══ Data for this exercise ══

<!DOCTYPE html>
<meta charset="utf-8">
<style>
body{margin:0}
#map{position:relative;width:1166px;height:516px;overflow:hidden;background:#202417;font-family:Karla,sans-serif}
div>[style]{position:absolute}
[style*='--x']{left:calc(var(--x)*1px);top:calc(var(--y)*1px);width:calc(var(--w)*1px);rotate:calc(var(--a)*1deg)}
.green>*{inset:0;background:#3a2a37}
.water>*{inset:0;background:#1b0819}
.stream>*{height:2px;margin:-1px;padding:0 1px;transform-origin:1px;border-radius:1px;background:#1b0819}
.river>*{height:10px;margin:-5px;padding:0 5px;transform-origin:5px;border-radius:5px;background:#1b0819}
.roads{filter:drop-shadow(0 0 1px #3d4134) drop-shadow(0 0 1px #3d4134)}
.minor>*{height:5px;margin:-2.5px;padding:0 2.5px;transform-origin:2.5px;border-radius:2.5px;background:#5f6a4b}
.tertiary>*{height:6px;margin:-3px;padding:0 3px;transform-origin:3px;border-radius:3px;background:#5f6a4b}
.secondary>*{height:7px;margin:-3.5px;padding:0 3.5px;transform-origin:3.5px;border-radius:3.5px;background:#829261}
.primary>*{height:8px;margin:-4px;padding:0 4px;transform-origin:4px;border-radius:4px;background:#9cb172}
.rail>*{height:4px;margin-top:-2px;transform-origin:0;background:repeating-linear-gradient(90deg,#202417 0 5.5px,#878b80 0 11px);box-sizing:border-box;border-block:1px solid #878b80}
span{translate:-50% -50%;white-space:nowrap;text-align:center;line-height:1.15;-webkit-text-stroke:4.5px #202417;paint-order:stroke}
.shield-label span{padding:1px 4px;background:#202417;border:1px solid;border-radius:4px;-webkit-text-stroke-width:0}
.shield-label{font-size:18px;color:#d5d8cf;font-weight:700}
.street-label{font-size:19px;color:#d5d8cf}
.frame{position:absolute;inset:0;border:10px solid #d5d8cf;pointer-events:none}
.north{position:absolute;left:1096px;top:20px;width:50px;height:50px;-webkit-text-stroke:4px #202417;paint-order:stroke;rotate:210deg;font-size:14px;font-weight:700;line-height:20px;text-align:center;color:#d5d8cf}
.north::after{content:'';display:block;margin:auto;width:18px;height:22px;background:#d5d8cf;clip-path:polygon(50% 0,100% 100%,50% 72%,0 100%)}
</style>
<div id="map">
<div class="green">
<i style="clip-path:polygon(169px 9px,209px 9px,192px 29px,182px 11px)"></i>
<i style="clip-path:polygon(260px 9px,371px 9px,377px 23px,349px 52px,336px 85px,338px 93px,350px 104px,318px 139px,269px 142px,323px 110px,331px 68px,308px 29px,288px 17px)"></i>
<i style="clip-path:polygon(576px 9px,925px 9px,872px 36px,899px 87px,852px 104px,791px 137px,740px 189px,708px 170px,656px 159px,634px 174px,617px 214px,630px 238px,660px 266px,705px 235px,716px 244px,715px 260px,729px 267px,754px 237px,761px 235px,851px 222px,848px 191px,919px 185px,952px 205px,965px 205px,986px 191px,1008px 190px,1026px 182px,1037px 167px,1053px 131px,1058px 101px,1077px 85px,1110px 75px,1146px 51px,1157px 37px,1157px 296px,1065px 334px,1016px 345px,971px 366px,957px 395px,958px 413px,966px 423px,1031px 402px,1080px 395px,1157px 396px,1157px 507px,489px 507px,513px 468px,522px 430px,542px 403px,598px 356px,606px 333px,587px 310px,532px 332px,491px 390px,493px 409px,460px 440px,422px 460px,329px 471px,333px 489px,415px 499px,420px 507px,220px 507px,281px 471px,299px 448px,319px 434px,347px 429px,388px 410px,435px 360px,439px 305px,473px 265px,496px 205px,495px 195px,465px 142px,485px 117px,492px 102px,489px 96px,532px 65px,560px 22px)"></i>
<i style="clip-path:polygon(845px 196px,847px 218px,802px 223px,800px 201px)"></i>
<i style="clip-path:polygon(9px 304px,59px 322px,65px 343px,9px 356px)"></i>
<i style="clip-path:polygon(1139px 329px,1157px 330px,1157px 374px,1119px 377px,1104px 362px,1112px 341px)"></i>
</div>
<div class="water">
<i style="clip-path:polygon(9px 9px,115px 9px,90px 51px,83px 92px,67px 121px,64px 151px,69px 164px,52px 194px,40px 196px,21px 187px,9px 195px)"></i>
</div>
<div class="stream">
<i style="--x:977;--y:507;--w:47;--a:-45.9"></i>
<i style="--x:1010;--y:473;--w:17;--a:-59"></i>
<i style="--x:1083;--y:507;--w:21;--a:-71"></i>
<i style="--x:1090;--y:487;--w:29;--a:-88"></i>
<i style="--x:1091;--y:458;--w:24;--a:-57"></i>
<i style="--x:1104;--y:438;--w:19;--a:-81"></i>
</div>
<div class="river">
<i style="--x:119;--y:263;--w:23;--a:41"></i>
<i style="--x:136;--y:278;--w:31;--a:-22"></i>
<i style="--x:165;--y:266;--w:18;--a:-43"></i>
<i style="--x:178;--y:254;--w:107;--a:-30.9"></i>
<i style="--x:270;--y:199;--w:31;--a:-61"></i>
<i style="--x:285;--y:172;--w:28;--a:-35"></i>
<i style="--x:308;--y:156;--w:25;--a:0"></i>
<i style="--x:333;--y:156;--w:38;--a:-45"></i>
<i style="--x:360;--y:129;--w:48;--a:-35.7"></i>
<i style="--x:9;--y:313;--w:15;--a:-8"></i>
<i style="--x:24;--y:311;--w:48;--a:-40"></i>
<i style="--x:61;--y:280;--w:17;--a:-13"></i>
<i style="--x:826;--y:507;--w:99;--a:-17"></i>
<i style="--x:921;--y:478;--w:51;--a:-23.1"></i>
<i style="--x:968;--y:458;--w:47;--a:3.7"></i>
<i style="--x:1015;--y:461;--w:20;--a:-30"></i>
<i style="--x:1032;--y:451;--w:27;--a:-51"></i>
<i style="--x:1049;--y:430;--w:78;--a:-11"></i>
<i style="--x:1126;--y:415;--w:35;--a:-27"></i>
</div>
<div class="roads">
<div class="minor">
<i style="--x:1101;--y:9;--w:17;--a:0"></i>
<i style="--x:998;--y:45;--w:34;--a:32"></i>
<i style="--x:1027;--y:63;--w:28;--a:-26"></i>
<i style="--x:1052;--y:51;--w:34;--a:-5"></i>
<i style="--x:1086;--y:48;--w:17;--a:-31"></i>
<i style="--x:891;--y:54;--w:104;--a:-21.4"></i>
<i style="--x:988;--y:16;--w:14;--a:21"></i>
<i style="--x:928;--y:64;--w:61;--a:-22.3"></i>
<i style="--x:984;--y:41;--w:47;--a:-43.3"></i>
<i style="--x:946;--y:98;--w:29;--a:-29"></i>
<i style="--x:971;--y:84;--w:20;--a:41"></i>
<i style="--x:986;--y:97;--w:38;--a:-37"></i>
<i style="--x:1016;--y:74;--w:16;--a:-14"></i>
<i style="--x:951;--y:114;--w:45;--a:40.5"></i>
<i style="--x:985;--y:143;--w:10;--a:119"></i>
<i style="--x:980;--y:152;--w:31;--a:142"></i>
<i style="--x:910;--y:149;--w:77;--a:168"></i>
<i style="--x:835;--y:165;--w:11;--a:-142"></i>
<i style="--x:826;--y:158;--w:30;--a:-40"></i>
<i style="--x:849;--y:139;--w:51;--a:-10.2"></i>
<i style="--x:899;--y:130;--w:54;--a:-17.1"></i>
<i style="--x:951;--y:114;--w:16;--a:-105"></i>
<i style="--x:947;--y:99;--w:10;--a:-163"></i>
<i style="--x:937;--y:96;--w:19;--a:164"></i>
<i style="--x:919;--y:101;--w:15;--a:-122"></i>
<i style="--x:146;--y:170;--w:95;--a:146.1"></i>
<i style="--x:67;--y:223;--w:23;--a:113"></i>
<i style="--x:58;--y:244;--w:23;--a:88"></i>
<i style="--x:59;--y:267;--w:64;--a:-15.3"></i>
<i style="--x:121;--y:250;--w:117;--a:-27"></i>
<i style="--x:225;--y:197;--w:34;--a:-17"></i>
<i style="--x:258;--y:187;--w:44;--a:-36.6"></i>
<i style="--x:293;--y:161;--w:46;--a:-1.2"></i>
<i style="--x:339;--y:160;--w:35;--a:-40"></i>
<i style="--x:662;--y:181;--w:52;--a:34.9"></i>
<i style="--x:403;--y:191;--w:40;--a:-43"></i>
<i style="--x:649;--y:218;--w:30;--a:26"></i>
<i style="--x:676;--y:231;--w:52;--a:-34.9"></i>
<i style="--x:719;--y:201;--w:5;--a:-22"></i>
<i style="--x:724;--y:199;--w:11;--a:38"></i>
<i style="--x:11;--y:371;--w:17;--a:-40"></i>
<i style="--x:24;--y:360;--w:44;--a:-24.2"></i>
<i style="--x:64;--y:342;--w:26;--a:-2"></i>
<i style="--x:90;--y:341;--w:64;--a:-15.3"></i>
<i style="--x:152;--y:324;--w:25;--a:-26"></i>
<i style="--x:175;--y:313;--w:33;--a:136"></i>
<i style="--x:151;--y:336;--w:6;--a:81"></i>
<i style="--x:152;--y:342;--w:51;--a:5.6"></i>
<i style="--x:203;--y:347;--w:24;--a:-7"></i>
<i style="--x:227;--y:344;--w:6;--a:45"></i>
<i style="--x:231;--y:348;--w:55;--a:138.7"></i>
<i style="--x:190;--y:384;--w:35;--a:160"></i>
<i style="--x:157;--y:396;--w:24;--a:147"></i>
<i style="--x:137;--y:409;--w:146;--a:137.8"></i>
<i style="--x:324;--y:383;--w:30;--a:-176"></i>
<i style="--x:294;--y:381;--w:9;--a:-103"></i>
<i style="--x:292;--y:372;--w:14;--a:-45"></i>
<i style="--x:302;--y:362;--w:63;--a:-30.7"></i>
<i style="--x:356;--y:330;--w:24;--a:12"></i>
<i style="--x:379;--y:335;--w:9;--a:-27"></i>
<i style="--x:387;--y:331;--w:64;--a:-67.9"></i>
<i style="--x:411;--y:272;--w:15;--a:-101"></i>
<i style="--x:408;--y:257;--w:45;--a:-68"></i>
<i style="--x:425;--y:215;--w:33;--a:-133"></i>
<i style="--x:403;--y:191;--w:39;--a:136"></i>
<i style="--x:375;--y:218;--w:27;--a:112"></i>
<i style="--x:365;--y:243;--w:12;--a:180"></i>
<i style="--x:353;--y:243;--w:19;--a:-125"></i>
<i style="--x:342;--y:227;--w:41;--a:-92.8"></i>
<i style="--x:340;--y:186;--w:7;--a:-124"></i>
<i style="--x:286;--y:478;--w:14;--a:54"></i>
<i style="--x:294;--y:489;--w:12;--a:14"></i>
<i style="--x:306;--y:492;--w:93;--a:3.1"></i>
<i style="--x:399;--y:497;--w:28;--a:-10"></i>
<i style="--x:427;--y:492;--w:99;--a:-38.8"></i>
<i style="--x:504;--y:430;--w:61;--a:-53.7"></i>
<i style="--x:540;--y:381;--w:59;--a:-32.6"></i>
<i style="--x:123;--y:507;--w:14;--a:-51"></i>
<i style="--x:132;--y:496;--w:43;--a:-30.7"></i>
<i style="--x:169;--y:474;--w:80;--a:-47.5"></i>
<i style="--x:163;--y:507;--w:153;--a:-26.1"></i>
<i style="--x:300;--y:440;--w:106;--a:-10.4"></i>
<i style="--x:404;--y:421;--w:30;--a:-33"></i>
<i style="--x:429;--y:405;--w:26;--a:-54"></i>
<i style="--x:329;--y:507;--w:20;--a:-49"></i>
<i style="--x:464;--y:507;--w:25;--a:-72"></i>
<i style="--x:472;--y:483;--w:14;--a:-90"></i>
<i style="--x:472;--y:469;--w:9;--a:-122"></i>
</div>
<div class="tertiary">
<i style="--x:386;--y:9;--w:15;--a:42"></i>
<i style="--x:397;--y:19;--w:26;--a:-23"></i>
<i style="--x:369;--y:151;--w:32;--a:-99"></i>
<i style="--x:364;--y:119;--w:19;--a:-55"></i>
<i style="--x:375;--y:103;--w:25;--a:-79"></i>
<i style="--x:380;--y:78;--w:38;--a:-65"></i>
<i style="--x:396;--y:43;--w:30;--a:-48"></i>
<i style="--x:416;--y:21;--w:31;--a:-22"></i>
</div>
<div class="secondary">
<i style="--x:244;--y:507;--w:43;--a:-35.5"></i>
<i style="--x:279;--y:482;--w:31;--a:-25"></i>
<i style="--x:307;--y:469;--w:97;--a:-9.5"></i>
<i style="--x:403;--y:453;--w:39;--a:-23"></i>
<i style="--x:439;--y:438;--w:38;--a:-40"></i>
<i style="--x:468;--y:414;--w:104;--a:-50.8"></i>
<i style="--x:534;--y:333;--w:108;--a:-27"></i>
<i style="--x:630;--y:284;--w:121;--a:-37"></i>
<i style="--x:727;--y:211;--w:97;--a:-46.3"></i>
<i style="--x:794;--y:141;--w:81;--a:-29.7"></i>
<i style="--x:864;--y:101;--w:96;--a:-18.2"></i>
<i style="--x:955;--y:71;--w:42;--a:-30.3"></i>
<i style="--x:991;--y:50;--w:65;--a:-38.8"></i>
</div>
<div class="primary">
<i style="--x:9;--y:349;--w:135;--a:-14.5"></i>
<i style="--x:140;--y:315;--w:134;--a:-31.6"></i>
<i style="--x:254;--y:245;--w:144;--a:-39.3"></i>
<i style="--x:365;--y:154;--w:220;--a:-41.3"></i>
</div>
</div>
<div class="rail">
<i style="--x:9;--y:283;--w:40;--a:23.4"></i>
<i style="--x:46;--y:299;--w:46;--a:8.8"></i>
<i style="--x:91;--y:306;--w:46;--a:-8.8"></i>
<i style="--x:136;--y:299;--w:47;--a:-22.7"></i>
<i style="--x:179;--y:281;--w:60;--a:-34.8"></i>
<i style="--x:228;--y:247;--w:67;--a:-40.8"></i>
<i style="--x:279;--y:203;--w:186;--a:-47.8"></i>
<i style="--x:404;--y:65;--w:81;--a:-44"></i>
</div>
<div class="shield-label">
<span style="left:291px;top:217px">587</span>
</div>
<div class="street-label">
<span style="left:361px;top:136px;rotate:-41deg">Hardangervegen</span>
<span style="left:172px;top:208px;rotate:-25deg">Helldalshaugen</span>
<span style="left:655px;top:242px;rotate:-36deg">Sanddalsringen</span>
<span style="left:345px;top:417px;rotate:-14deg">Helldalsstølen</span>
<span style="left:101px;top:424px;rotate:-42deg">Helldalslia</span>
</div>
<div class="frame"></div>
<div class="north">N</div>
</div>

═══

**Directions for this task:** Report every line containing the word "stream" from the listing above.

**Problem solution:**
.stream>*{height:2px;margin:-1px;padding:0 1px;transform-origin:1px;border-radius:1px;background:#1b0819}
<div class="stream">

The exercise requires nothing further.